Monday, March 30, 2009

My new boy under consideration

This past Saturday, I had a date with a cute boy from nearby, who is interested in power-exchange relationships. We met at the train station and explored a neighborhood of Boston for about an hour before we went to eat. We then had a nice lunch and bonded over the food. After that, we went to a coffee shop where we sat for a while and talked about what a power-exchange relationship between us would be like, including my expectations of behavior. We immediately started with some basic things, such as him addressing me as "Sir," sitting with his hands on his lap and eyes downward, and occasionally holding hands.

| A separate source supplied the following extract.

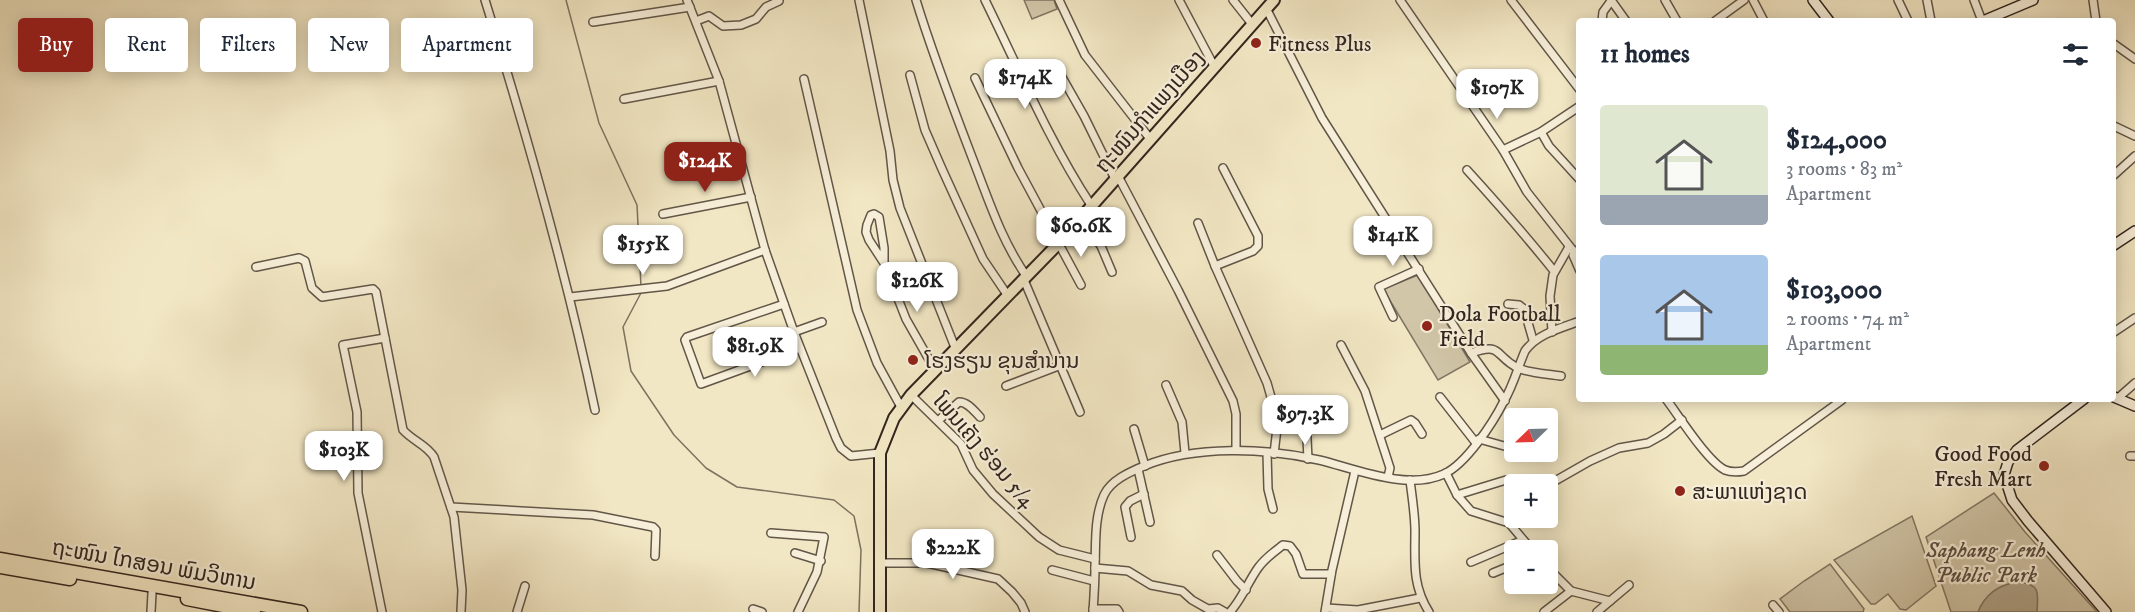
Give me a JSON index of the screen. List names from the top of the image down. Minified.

After the coffee shop, I took him to a nearby sex shop, where he showed me some toys he liked: nipple clamps, two butt toys, and a Gates of Hell. All of those seem nice to me. Then, I went to the front desk, got some collars, and took the boy into the dressing room to try them on. I had him take off his shirt and face the mirror, while I put them on him, one after the other. As I did, I would also caress his body and play with his nipples. When I put the last one on him, I had him get on his knees, where I kissed him and did other stuff (within the constraints of the situation, obviously). From there, we did some more walking, and I got to show him some more of that area of Boston. Finally, I took him back to the train station, where we sat and cuddled while waiting for his train to come. During that evening, we had agreed that he was going to be "under consideration", so I was very much looking forward to beginning the process.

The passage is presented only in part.